A constraint is a string literal describing the kind of the operand it accompanies. The constraint must match the type of operand that the assembler instruction expects. Some of the most frequently used constraints are described in this article. The list of supported constraints might grow in the future releases of the compiler. Refer to the compiler manual for the most up to date, and exhaustive list of supporting constraints for each product.
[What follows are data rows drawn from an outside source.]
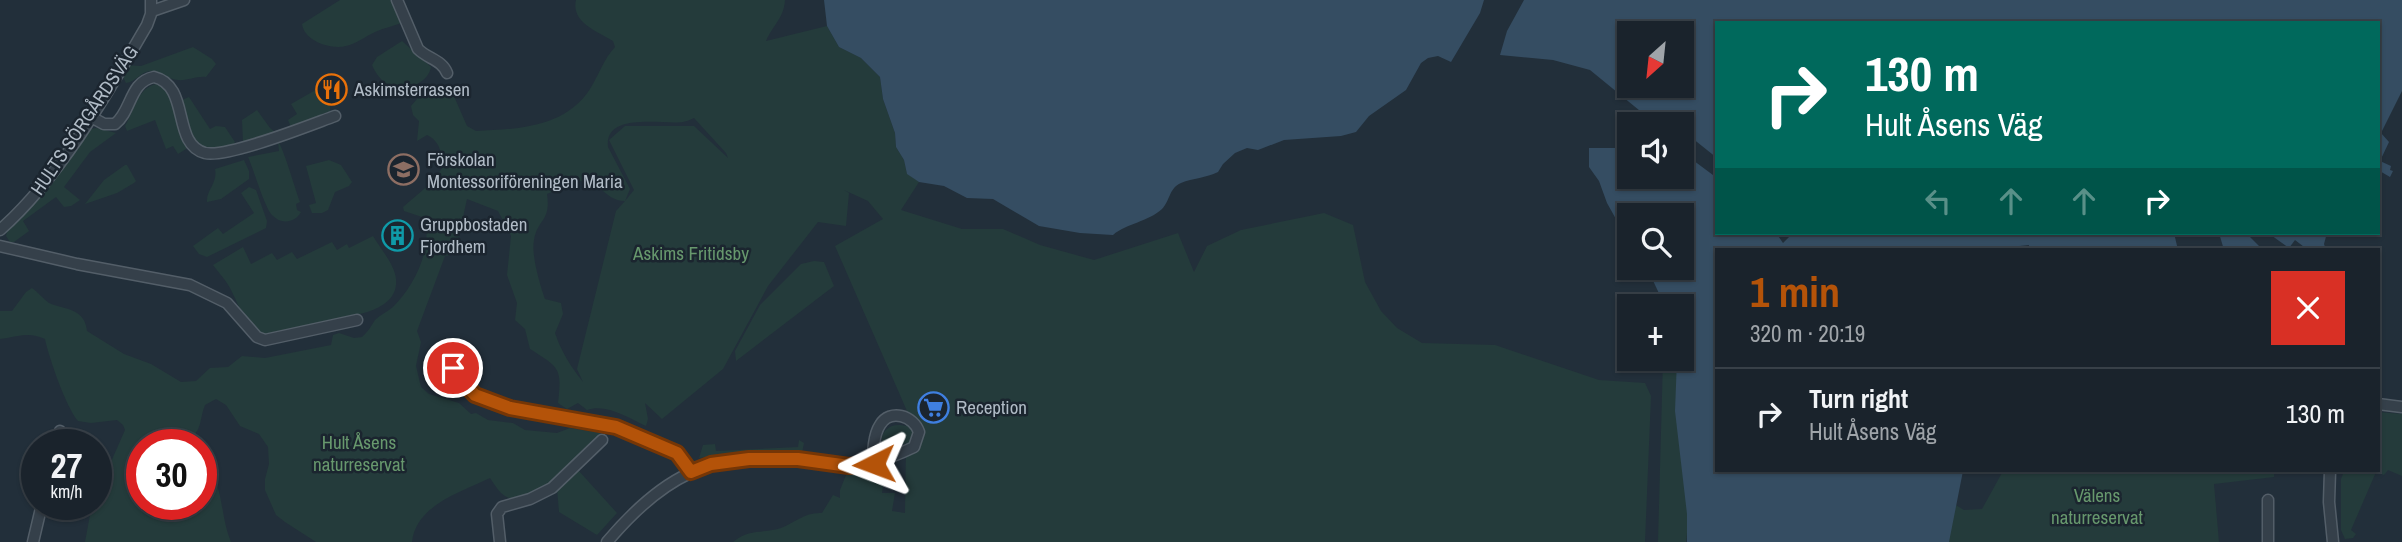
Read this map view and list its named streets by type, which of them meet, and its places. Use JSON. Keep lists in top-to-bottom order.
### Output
{
  "streets": {
    "street": ["HULTS SÖRGÅRDSVÄG"]
  },
  "parks": ["Askims Fritidsby", "Hult Åsens naturreservat", "Välens naturreservat"],
  "places": {
    "restaurant": ["Askimsterrassen"],
    "school or university": ["Förskolan Montessoriföreningen Maria"],
    "building": ["Gruppbostaden Fjordhem"],
    "supermarket": ["Reception"]
  },
  "north": "bottom left",
  "page": {
    "map_buttons": "+",
    "turn": ["130 m", "Hult Åsens Väg"],
    "heading": ["1 min", "320 m · 20:19"],
    "list": [
      {
        "name": "Turn right",
        "note": "Hult Åsens Väg",
        "value": "130 m"
      }
    ],
    "speed": "27 km/h",
    "limit": "30"
  }
}
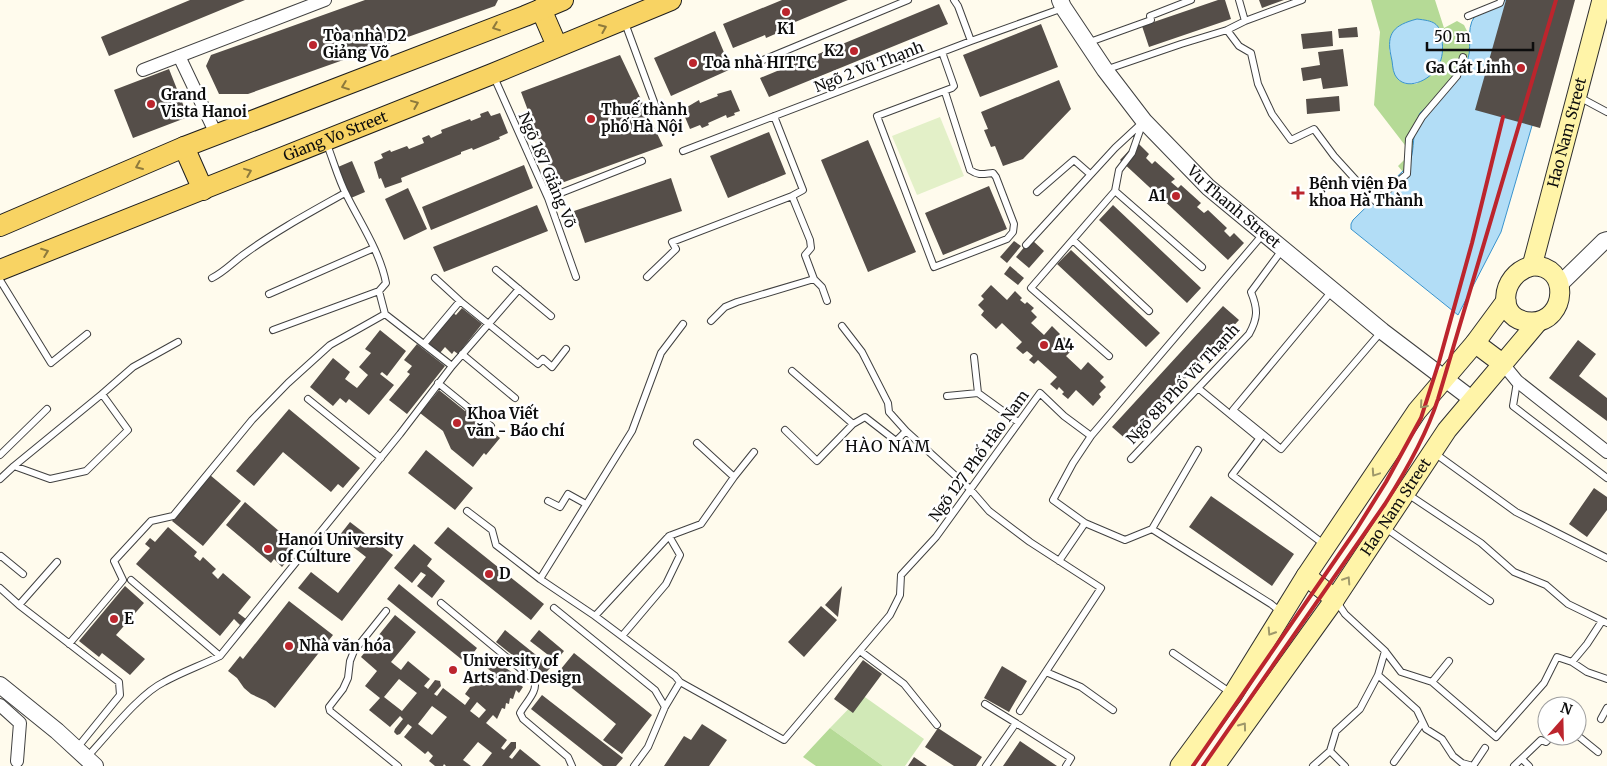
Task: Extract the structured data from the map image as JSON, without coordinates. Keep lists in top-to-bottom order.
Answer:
{
  "streets": {
    "main road": ["Hao Nam Street", "Giang Vo Street"],
    "street": ["Vu Thanh Street"],
    "lane": [
      "Ngõ 2 Vũ Thạnh",
      "Ngõ 187 Giảng Võ",
      "Ngõ 8B Phố Vũ Thạnh",
      "Ngõ 127 Phố Hào Nam"
    ]
  },
  "crossings": [
    ["Ngõ 2 Vũ Thạnh", "Vu Thanh Street"],
    ["Hao Nam Street", "Vu Thanh Street"],
    ["Giang Vo Street", "Ngõ 187 Giảng Võ"],
    ["Vu Thanh Street", "Ngõ 8B Phố Vũ Thạnh"]
  ],
  "districts": ["HÀO NAM"],
  "places": {
    "other": [
      "K1",
      "Tòa nhà D2 Giảng Võ",
      "K2",
      "Toà nhà HITTC",
      "Ga Cát Linh",
      "Grand Vista Hanoi",
      "Thuế thành phố Hà Nội",
      "A1",
      "A4",
      "Khoa Viết văn - Báo chí",
      "Hanoi University of Culture",
      "D",
      "E",
      "Nhà văn hóa",
      "University of Arts and Design"
    ],
    "health": ["Bệnh viện Đa khoa Hà Thành"]
  },
  "scale_bar": "50 m",
  "north": "top"
}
a, d, and r constraints for general registers

Constraints a, d, and r are used for assembler instructions which expect a general register as an operand. In a C/C++ program a, r, and d constraints represent integer symbols. For example, in Listing 5, the inline assembly statement of the example03.c program uses the LPGFR instruction to load the positive value of an integer variable to itself, effectively turns any integer variable to its absolute value. Because variable a is an integer and LPGFR instruction accepts general registers as its operands, using any of a, d and r as a constraint with LPGFR is legal.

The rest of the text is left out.